A crise sanitária e a crise econômica retroalimentam a crise política do governo Bolsonaro.

Israel Dutra 11 abr 2020, 17:28

A atualização dos dados da pandemia de Covid-19, na sexta-feira da paixão, 10/04, aponta uma curva mórbida. Passam de cem mil óbitos no mundo, com o epicentro chegando a nosso continente. Os Estados Unidos em breve devem superar a Itália no número de mortes; em números de casos, já são mais 500 mil testes positivos em terras estadunidenses. Aqui no Brasil, foi cruzada a linha divisória do milhar de mortes. O horizonte da recessão já se desenha pelo planeta. O efeito devastador dessas duas pestes, o coronavírus e o derretimento da economia, está chegando com força ao continente latino-americano. A foto das fossas em Nova York é uma antecipação do que virá.

A crise sanitária e a crise econômica retroalimentam a crise política do governo Bolsonaro. Nosso país se tornou um laboratório da radicalização da extrema-direita e Bolsonaro vai muito além de Trump, sua principal referência. Com verdadeiros lances surreais, na medida em que relativiza os perigos da pandemia em cada frase ou gesto, o governo se equilibra para manter sua linha de “ofensiva permanente”. A questão é que uma linha vermelha foi cruzada, os números de casos e mortes crescem já em progressão geométrica e a linha de quebrar a quarentena está colocando por terra o “tempo ganho” pelos governadores. E a economia ameaça paralisar o país. As vendas caíram quase 40% na média das últimas três semanas.

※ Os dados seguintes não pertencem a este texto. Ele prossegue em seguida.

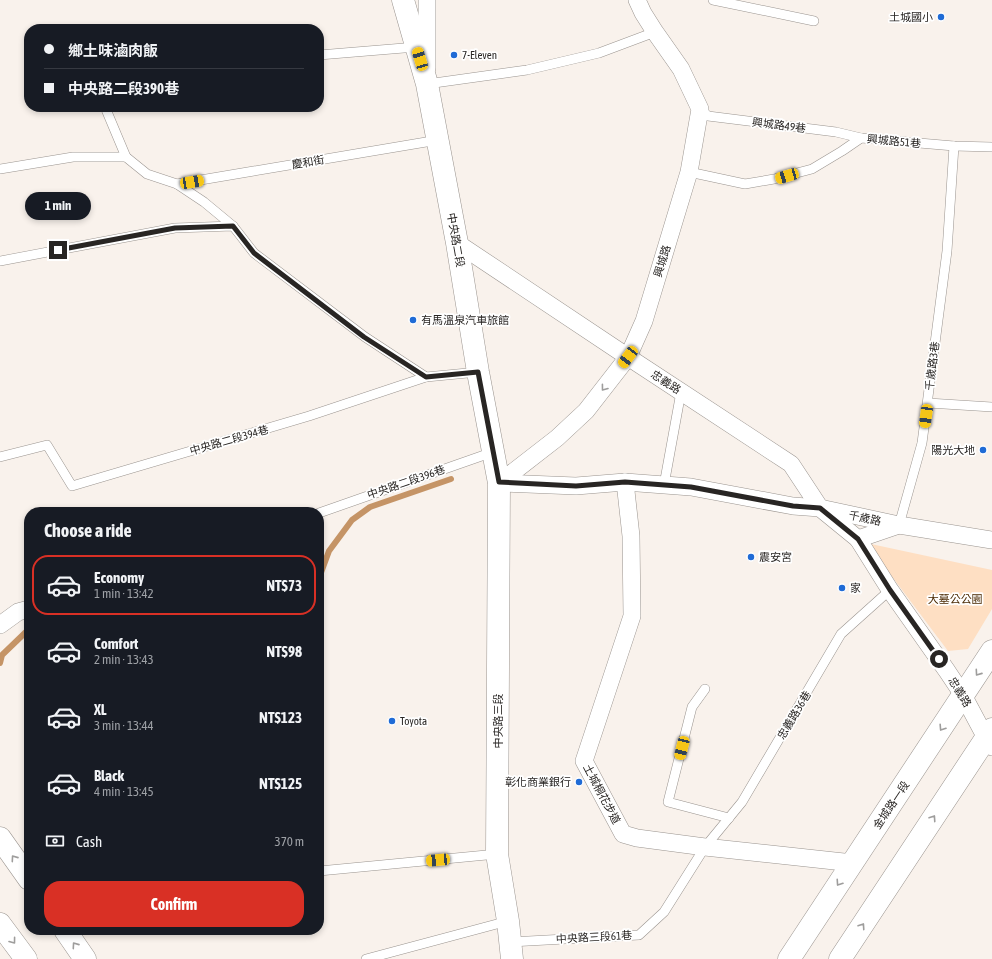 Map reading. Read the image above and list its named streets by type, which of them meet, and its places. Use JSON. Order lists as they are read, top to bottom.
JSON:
{
  "streets": {
    "street": [
      "中央路二段",
      "興城路",
      "忠義路",
      "千歲路",
      "中央路三段",
      "土城桐花步道",
      "金城路一段"
    ],
    "lane": [
      "興城路49巷",
      "興城路51巷",
      "慶和街",
      "千歲路3巷",
      "中央路二段394巷",
      "中央路二段396巷",
      "忠義路36巷",
      "中央路三段61巷"
    ]
  },
  "crossings": [
    ["興城路49巷", "興城路51巷"],
    ["興城路49巷", "興城路"],
    ["興城路51巷", "興城路"],
    ["興城路51巷", "千歲路3巷"],
    ["慶和街", "中央路二段"],
    ["慶和街", "中央路二段394巷"],
    ["中央路二段", "興城路"],
    ["中央路二段", "忠義路"],
    ["中央路二段", "中央路二段394巷"],
    ["中央路二段", "中央路二段396巷"],
    ["中央路二段", "千歲路"],
    ["中央路二段", "中央路三段"],
    ["興城路", "忠義路"],
    ["興城路", "千歲路"],
    ["興城路", "中央路三段"],
    ["千歲路3巷", "千歲路"],
    ["忠義路", "千歲路"],
    ["忠義路", "忠義路36巷"],
    ["忠義路", "金城路一段"],
    ["千歲路", "中央路三段"],
    ["千歲路", "土城桐花步道"],
    ["忠義路36巷", "土城桐花步道"],
    ["忠義路36巷", "中央路三段61巷"],
    ["中央路三段", "中央路三段61巷"],
    ["土城桐花步道", "金城路一段"],
    ["土城桐花步道", "中央路三段61巷"]
  ],
  "one_way": ["興城路"],
  "parks": ["大墓公公園"],
  "places": [
    "土城國小",
    "7-Eleven",
    "有馬溫泉汽車旅館",
    "陽光大地",
    "震安宮",
    "家",
    "Toyota",
    "彰化商業銀行"
  ],
  "page": {
    "banner": ["鄉土味滷肉飯", "中央路二段390巷"],
    "bubble": "1 min",
    "heading": "Choose a ride",
    "list": [
      {
        "name": "Economy",
        "note": "1 min · 13:42",
        "value": "NT$73"
      },
      {
        "name": "Comfort",
        "note": "2 min · 13:43",
        "value": "NT$98"
      },
      {
        "name": "XL",
        "note": "3 min · 13:44",
        "value": "NT$123"
      },
      {
        "name": "Black",
        "note": "4 min · 13:45",
        "value": "NT$125"
      }
    ],
    "pay": ["Cash", "370 m"],
    "buttons": "Confirm"
  }
} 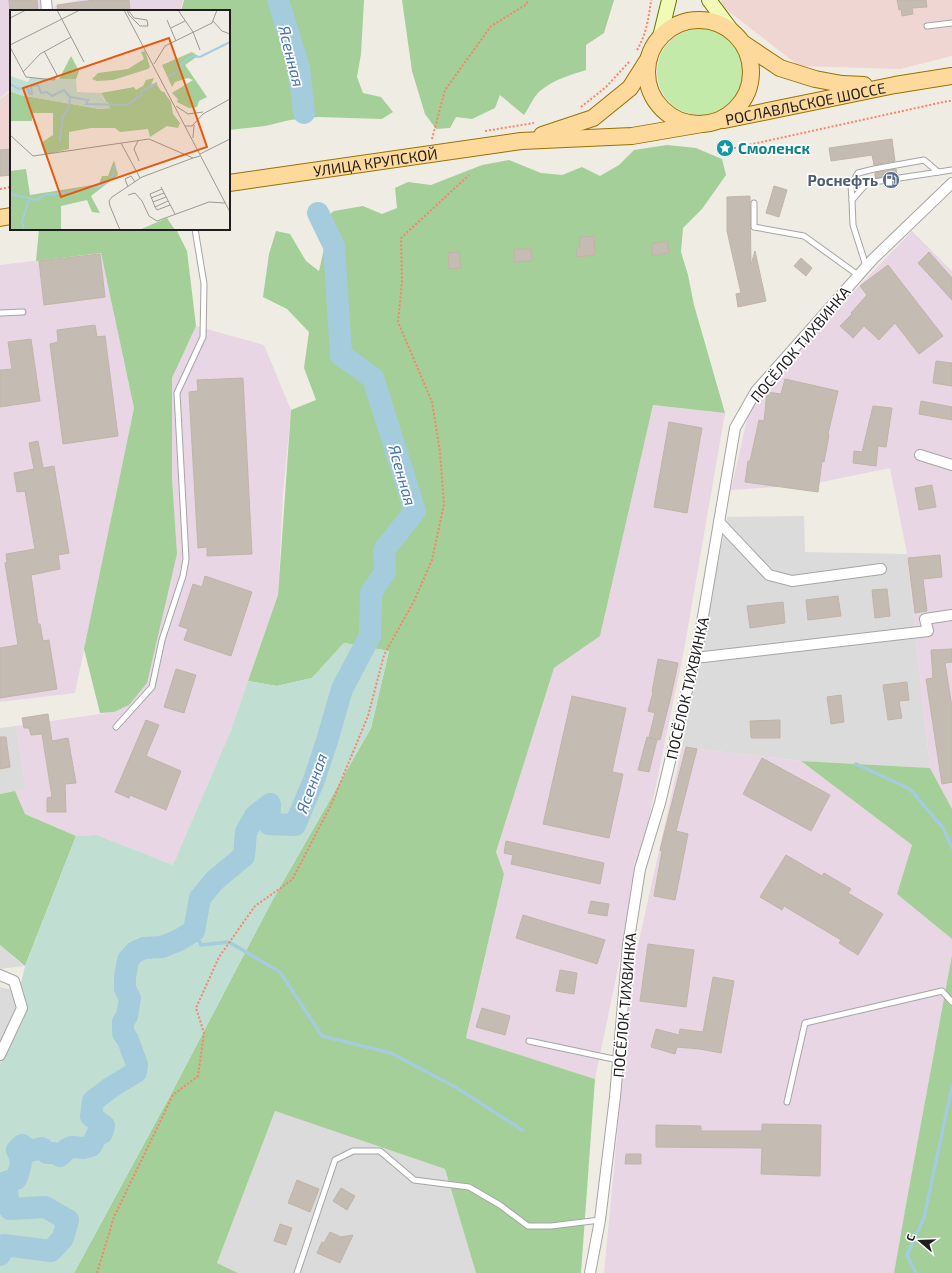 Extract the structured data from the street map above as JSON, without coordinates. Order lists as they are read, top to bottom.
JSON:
{
  "streets": {
    "main road": ["РОСЛАВЛЬСКОЕ ШОССЕ", "УЛИЦА КРУПСКОЙ"],
    "street": ["ПОСЁЛОК ТИХВИНКА"]
  },
  "crossings": [
    ["РОСЛАВЛЬСКОЕ ШОССЕ", "УЛИЦА КРУПСКОЙ"]
  ],
  "water": ["Ясенная"],
  "places": {
    "place": ["Смоленск"],
    "fuel station": ["Роснефть"]
  },
  "north": "left"
}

A semana contou com uma “rendição relativa” do governo, que não levou adiante a linha de demitir Mandetta, como queria o clã Bolsonaro. O último pronunciamento em rede nacional de televisão demonstrou um Bolsonaro abatido, buscando conciliar duas orientações opostas quanto à quarentena; derrotado pelo STF, que deu razão aos governadores, Bolsonaro optou por defender-se como pai da renda mínima e colocar sua ênfase no duvidoso medicamento cloroquina como chave de todas as saídas. De outra parte, pelas redes sociais e nas cidades, insufla os seus seguidores a adotar uma postura de ceticismo quanto ao caráter devastador do vírus, a abrir o comércio e espalhar todo tipo de fake news. No campo oposto, os governadores tentam ganhar tempo para ampliar o sistema de saúde, adotando uma orientação similar à da OMS – distanciamento social e quarentena para todos os serviços não essenciais. Trata-se de uma disputa, em que há divisões: alguns governadores, como o de Santa Catarina, já aceitam reabrir o comércio, enquanto o mineiro Romeu Zema convoca a volta às aulas. A disputa ao redor da defesa dos cuidados do isolamento social enseja uma disputa ainda maior: a de um campo abertamente negacionista, que quer empurrar o país para um verdadeiro genocídio contra os mais pobres. 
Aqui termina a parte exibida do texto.